Venezuela's PDVSA offers 2020 bond swap, with 8.5 percent coupon

25 Sep, 2016

Venezuela's state oil company PDVSA launched on Friday an offer to swap up to $7.1 billion of debt maturing next year for a new 2020 bond with a coupon of 8.5 percent in an effort to ease its heavy short-term payment schedule. "Holders of eligible bonds, maturing in April and November of 2017, will have 20 days to exercise their option to participate in this excellent investment opportunity," the company added in a statement.

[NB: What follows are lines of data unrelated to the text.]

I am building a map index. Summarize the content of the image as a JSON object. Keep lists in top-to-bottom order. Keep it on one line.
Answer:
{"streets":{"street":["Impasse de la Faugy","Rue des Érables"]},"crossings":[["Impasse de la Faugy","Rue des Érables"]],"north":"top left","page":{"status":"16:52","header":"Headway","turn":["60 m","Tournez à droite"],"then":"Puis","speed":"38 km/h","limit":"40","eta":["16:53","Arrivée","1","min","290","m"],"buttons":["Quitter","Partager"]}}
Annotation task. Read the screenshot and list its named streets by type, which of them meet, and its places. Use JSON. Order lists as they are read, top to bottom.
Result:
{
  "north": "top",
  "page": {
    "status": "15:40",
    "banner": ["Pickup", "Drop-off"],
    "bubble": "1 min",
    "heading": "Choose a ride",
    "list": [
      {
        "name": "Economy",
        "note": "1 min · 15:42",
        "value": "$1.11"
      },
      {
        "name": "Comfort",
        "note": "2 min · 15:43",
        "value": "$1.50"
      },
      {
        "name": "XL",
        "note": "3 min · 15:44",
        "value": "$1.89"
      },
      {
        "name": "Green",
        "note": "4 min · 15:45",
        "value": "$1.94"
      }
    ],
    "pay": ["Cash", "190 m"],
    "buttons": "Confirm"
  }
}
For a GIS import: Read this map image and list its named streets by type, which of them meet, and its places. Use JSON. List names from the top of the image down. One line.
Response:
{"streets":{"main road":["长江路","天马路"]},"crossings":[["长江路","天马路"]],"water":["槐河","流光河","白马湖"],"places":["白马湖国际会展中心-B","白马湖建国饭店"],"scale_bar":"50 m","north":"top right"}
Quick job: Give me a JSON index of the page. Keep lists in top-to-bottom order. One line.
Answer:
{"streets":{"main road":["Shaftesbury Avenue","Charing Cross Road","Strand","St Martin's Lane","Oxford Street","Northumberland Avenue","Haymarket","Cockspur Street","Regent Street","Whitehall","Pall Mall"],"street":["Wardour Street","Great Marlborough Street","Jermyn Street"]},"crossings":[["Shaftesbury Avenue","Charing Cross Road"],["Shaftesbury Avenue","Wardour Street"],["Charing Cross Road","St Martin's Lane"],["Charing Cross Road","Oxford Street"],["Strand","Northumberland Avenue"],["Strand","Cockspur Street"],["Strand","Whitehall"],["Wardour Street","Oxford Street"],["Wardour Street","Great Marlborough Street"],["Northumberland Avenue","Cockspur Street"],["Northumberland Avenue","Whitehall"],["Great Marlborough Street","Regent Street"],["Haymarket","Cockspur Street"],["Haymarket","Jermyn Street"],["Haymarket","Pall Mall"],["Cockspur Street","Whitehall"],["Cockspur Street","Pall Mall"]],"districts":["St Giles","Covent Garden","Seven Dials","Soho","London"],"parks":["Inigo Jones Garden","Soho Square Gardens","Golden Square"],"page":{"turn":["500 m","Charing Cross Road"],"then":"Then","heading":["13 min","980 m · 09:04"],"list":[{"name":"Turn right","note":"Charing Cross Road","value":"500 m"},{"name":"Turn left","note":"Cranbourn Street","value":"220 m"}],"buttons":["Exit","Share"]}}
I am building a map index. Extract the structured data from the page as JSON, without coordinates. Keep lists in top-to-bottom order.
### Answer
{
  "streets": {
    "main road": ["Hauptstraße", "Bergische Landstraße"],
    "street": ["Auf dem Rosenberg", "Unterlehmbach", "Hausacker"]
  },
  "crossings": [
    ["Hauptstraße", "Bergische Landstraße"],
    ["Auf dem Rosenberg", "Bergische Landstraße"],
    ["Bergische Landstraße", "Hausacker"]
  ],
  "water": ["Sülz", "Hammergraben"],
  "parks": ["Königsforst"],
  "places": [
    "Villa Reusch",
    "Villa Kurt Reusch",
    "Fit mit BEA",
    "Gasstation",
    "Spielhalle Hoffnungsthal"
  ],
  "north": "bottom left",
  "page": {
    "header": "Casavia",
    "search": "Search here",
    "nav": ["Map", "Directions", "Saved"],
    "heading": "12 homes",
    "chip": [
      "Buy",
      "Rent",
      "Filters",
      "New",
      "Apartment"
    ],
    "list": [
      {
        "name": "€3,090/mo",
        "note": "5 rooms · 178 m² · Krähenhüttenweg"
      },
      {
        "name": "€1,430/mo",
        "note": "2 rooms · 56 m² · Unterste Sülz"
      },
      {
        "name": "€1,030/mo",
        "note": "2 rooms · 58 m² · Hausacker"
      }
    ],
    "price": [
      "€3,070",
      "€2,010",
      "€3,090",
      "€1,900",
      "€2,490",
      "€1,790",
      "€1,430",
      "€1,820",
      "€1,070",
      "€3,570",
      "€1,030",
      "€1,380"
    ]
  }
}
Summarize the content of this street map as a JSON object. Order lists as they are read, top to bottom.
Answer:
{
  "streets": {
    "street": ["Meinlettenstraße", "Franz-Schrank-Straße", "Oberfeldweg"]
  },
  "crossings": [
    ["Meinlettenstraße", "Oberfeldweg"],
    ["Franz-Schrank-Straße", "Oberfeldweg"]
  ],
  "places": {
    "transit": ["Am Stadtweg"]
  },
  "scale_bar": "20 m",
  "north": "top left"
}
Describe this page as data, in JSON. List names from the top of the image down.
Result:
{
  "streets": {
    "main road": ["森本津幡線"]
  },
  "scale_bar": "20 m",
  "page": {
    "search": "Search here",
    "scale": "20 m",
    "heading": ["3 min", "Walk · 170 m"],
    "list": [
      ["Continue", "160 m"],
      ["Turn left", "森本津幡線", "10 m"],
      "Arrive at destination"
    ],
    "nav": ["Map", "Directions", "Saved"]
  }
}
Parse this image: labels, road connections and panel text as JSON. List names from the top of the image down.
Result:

PDVSA, which is the financial motor for the socialist government given that oil accounts for 94 percent of Venezuela's export revenues, added that the 2020 bond would be backed by 50.1 percent of shares in its US refining unit Citgo. After long fretting about possible default, investors in recent months have grown more optimistic the Opec member will meet debt payments despite an economic crisis that has spawned triple-digit inflation and chronic product shortages.
President Nicolas Maduro notes the ruling Socialists, in power since Hugo Chavez's government from 1999, have never missed a bond payment and calls default rumors part of a US-backed smear campaign by adversaries to weaken his government. Amortizations for the 2020 bond will be paid annually over four years, PDVSA added. In a prospectus on its web site, PDVSA said the 20 weekdays of the offer would expire on October 14, though the company reserved the right to extend that.
Results would be given on October 17, with the bonds issued on October 19, according to the preliminary timetable. Offers must be over $150,000. The agent in charge of the swap is D.F. King & Co and the fiduciary Union Bank, the prospectus added. PDVSA said its total debt up to June 30, 2016, stood at $37.3 billion.